Which sections or forums do you want the feed to cover?


----------



## hide (Apr 24, 2011)

Alex said:


> Yes, it is possible.
> 
> For example, to cover the SevenString Guitars, Pickups, and Guitars for Sale forums only, the URL would be:
> 
> ...




Great!

I'd love to keep an eye on General Music and SevenString Guitars subforums only at the moment, eventually adding some more later so that I can "balance" the load of new threads to pass through every morning 
Their IDs are 7 and 23, right?

Thanks a lot, and keep up the good work!


----------



## Randy (Apr 24, 2011)

Yeah... how do we determine the forum id?


----------



## theo (Apr 24, 2011)

I've seen the term rss about a fair bit but I've no idea what it is.. can someone explain it for me please?


----------



## Randy (Apr 24, 2011)

Any site or device that gets updates regularly (ie. news websites, weather, etc.) are setup so that information is fed to it plain-text and then the website/devices is programmed to take the information it's fed and make it fit the site/device's predetermined template; as to make it look attractive. (ie. you type in this white box with black text but when you submit it, the site digests it and spits it out all formatted and with your avatar/signature attached, etc). 

These days, pretty much all information that's added/updated regularly uses this same method. As such, RSS (which stands for Real Simple Syndication) was invented.

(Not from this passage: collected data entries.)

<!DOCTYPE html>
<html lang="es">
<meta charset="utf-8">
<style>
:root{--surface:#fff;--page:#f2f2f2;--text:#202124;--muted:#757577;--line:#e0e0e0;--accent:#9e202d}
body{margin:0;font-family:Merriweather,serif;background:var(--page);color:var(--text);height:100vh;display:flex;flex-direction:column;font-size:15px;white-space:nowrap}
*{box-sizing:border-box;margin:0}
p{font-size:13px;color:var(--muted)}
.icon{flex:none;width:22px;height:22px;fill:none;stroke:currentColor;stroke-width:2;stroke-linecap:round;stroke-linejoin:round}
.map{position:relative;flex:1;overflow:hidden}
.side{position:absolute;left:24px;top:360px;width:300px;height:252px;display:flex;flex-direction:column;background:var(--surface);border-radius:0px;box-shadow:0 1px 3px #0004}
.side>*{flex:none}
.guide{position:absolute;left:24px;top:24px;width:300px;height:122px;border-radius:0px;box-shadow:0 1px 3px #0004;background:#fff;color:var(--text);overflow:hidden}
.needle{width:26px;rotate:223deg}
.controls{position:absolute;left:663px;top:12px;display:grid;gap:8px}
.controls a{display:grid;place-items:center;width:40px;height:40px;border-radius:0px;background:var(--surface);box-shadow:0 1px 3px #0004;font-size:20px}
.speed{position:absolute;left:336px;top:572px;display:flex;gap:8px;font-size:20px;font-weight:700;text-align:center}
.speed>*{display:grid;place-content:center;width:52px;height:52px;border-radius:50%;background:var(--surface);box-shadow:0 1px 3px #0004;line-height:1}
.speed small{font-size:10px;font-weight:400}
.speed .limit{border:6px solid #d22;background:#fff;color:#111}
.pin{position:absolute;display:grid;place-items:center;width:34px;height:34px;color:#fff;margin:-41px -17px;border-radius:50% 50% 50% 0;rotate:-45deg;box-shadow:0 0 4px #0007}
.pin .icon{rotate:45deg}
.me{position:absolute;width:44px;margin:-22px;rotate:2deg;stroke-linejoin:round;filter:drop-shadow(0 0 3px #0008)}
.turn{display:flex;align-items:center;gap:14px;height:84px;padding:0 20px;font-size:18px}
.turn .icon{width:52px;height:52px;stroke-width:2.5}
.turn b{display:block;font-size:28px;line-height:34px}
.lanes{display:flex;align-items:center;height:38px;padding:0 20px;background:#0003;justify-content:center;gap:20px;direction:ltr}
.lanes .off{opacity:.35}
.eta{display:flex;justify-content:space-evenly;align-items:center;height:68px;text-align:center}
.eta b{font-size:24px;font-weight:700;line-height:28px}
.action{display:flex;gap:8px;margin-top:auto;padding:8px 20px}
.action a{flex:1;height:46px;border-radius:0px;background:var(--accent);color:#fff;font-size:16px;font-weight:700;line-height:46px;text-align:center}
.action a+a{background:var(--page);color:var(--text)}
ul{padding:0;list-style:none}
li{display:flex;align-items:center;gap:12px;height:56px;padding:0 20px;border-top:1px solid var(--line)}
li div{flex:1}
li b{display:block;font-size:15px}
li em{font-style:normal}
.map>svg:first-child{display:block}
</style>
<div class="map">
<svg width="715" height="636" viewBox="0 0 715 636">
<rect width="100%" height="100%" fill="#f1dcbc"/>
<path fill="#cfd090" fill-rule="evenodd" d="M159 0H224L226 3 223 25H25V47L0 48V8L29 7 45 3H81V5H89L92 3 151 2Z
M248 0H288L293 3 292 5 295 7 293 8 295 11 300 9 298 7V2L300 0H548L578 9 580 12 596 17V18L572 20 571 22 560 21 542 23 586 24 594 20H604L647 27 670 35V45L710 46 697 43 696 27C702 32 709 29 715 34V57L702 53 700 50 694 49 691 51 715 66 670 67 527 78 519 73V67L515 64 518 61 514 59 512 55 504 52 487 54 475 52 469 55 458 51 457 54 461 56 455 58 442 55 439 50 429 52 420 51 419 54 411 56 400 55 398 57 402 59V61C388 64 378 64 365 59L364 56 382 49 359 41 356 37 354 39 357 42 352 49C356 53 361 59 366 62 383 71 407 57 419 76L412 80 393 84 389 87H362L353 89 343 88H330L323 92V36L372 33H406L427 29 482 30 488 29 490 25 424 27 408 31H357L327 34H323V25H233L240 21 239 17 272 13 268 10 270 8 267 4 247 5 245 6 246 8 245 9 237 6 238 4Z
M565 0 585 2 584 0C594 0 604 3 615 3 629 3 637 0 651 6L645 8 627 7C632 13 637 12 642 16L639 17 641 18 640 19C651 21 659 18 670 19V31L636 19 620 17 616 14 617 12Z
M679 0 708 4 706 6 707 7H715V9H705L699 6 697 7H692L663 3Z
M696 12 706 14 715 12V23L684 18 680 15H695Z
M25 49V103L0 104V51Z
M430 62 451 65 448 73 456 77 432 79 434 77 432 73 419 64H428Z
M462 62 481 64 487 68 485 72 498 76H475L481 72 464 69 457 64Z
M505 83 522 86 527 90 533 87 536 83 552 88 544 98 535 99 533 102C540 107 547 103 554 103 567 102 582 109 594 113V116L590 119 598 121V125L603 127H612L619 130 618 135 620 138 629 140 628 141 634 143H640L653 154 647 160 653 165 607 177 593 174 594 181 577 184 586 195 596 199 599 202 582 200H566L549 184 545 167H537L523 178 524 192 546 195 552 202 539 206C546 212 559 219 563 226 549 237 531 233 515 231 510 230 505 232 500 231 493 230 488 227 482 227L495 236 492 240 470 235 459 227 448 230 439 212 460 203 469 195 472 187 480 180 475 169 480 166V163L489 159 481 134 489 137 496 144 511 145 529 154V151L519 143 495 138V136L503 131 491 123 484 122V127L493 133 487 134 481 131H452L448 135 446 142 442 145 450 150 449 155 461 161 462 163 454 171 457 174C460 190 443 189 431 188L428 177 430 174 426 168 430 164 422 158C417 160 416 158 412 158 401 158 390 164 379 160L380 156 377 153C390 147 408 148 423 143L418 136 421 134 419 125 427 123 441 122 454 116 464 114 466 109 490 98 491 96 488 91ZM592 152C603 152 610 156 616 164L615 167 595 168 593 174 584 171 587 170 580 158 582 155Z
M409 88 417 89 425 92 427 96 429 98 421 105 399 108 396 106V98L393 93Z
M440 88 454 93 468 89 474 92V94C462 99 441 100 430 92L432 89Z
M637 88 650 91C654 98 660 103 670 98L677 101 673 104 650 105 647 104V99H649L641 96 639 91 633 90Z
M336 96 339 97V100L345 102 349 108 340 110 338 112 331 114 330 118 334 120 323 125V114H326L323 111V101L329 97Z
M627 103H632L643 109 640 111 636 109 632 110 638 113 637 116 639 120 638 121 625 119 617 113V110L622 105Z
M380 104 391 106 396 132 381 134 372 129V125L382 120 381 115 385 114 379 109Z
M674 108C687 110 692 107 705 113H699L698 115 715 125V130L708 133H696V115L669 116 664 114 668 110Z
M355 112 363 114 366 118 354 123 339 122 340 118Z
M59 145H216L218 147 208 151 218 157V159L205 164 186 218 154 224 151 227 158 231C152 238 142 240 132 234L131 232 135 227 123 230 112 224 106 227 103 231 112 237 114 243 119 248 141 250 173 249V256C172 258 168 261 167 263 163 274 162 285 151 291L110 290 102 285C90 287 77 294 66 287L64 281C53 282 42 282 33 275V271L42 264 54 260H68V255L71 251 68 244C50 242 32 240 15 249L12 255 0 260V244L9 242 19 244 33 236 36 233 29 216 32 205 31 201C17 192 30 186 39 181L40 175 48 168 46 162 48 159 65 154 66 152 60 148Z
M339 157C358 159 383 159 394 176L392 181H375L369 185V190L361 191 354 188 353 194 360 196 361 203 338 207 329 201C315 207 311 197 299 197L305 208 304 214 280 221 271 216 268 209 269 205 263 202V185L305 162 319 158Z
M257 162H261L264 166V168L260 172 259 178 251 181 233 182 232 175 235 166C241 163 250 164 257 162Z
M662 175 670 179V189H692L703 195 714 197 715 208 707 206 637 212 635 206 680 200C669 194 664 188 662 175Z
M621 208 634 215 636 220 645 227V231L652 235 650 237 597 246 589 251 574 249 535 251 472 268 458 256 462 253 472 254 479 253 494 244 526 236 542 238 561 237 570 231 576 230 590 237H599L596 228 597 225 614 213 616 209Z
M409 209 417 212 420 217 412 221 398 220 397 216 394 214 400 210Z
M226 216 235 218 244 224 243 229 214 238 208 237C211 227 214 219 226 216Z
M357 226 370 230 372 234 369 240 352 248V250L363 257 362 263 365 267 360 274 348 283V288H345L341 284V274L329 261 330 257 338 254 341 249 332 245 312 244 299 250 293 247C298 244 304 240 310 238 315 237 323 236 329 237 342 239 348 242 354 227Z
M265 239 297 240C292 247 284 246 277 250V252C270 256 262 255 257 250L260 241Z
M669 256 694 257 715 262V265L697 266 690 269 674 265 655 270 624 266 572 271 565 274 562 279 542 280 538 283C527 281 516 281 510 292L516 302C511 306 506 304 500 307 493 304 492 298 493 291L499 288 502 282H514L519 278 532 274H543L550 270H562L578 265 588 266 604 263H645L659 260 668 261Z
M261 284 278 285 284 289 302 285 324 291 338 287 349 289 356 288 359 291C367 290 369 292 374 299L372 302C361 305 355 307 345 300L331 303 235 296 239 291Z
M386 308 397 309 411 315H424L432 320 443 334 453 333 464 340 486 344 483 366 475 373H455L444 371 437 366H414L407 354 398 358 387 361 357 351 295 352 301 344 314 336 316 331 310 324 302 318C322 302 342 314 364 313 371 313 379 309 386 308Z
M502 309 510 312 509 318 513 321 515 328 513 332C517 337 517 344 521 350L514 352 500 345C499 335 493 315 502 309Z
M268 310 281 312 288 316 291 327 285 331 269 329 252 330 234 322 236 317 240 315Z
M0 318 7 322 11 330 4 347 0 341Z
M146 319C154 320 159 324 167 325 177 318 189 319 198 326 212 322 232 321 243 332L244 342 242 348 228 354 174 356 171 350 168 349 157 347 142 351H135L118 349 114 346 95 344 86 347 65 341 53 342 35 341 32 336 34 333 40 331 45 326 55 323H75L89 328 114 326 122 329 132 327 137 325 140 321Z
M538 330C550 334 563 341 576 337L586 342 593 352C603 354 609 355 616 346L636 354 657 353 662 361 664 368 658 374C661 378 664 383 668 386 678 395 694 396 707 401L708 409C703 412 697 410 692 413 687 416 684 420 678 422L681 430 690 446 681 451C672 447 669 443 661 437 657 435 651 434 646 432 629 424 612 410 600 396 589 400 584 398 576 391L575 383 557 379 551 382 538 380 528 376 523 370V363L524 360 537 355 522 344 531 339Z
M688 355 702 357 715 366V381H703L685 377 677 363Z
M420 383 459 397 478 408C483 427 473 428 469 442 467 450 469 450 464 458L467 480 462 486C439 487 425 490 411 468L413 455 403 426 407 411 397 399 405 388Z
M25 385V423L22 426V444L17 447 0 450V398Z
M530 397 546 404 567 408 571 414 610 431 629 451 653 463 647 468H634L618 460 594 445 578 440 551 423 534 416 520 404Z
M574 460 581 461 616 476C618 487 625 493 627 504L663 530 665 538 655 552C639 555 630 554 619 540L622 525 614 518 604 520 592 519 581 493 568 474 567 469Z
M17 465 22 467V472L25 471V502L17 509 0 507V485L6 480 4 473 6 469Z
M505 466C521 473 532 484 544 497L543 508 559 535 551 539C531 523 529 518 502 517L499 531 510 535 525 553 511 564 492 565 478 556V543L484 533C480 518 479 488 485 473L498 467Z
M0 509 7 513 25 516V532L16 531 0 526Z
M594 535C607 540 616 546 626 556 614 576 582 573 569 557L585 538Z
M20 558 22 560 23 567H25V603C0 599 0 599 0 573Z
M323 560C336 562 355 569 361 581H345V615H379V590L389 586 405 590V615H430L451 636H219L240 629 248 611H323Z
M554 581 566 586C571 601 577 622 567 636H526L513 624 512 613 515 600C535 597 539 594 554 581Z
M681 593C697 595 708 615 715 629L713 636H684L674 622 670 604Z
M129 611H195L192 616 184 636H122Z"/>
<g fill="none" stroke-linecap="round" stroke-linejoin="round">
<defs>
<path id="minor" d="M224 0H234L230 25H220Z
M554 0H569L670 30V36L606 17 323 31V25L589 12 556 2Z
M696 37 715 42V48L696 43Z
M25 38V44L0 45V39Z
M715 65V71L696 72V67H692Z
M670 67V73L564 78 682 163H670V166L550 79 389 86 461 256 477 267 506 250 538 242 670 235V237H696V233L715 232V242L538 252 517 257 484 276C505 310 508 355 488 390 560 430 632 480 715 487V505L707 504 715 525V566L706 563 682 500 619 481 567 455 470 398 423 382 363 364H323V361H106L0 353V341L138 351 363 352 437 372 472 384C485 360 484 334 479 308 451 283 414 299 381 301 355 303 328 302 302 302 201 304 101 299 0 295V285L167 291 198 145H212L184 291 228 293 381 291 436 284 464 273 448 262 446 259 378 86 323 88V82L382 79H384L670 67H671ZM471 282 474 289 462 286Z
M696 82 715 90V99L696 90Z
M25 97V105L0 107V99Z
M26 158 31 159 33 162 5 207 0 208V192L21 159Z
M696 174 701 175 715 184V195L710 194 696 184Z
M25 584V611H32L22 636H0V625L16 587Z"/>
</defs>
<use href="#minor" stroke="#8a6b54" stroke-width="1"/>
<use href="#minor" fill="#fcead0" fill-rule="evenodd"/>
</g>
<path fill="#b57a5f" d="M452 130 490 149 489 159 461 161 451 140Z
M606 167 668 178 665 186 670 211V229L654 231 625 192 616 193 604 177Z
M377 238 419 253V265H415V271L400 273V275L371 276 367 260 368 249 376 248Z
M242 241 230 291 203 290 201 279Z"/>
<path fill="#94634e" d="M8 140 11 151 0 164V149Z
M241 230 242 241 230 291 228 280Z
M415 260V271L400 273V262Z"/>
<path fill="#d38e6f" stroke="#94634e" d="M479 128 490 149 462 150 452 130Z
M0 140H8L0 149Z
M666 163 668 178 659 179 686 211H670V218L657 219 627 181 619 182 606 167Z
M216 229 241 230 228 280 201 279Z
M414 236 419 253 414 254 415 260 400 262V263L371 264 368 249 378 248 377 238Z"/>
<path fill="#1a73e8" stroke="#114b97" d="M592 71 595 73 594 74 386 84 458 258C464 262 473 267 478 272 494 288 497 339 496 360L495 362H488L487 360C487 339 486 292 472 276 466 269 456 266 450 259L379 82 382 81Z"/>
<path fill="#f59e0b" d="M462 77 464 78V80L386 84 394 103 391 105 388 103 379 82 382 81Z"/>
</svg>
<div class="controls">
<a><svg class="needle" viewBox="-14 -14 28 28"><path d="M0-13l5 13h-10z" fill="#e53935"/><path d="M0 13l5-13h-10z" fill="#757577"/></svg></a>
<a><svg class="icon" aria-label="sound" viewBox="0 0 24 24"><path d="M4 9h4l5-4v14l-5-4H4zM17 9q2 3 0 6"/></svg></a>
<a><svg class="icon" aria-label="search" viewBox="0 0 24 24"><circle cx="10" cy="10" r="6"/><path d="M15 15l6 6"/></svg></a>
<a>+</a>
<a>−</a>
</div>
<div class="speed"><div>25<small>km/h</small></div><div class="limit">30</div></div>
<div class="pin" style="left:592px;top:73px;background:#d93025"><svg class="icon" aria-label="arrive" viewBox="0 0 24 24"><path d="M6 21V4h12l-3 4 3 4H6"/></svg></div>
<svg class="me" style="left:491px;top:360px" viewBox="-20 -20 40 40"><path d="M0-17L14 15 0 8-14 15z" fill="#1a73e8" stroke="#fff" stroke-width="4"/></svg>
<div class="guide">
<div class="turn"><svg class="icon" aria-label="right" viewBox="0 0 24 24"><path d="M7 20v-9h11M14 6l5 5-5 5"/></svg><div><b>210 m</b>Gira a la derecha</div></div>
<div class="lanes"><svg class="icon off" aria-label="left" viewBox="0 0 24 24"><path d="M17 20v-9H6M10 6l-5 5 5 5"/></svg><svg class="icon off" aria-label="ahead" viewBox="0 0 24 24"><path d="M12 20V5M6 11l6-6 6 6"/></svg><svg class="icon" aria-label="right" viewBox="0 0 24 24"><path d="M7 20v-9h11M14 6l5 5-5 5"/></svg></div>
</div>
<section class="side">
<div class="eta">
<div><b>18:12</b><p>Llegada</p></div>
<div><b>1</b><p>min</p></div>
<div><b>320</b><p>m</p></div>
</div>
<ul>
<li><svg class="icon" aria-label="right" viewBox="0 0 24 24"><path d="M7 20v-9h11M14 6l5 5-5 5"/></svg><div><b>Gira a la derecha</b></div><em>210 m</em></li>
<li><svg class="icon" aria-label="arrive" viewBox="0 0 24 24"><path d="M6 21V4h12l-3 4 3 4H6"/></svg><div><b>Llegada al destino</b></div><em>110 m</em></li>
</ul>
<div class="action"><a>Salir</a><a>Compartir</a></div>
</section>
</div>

You have an RSS feed (the information being fed) and the RSS reader (program that does the digesting). In a really common application, there'll be a news website (say, blabbermouth) which gets news deposited constantly. Now, say you want to keep up to date on the latest news but it's a pain in the ass to browse to the blabbermouth page every few minutes, refresh and wait for all the graphics to load. Instead, you can get an RSS reader (on your computer or mobile device) and get the RSS feed address from blabbermouth, and your reader will just display the text updates as they come in or you can set it to search for updates at a set interval. Makes things easier.

Same thing applies to sevenstring. If you want to keep up on any new threads or posts in the theory section or general music discussion, you can plug those addresses into your RSS reader and it'll prompt you whenever somethings posted in those sections.


----------



## hide (Apr 25, 2011)

Randy said:


> Yeah... how do we determine the forum id?



Oh well.. I just had a look at the linked resources in the subforum pages' source code (if you're using chrome, ctrl+shift+i, select the resources tab, ctrl+f and type "forumid"). I bet there is some cleaner/more intuitive way to do it


----------



## hide (Apr 25, 2011)

This is the first guess I made with the aforementioned method:

Beginners/FAQ 12
General Music Discussion 7
Sevenstring Guitars 23
Standard Guitars 40
Extended Range Guitars 27
Bass Guitar 52
Drums & Percussion 53
Luthiery 81
Pickups 29
Recording Studio 8
Live Performance 28
Gear & Equipment 13
Jazz, Acoustic & Fingerstyle 59
Music Theory 11

Artist Reviews 25
Workbench 37
Guitar Reviews 63
Gear Reviews 61

Member Introduction 20
Off-Topic 9
Politics 48
Movies 45
Computers 31
Lifestyle 44
Art 67
Sports 49

Guitars FS 19
Gear FS 50
Dealers 75
General FS 34
Musician Classified 43

Site News 6
Feedback 74

I haven't checked yet, but the ones Alex posted do match. If anyone could confirm, I think this could be useful for many of us.


----------



## PetrucciVai (Jul 24, 2012)

Any idea why if I load up an RSS feed for a specific forum, lets say this one: 

Sevenstring.org - Sevenstring Guitars

for the Sevenstring Guitars list, it only returns 15 "items"/threads? But if I open the actual page it has 40 or so? And they are in a different order?


----------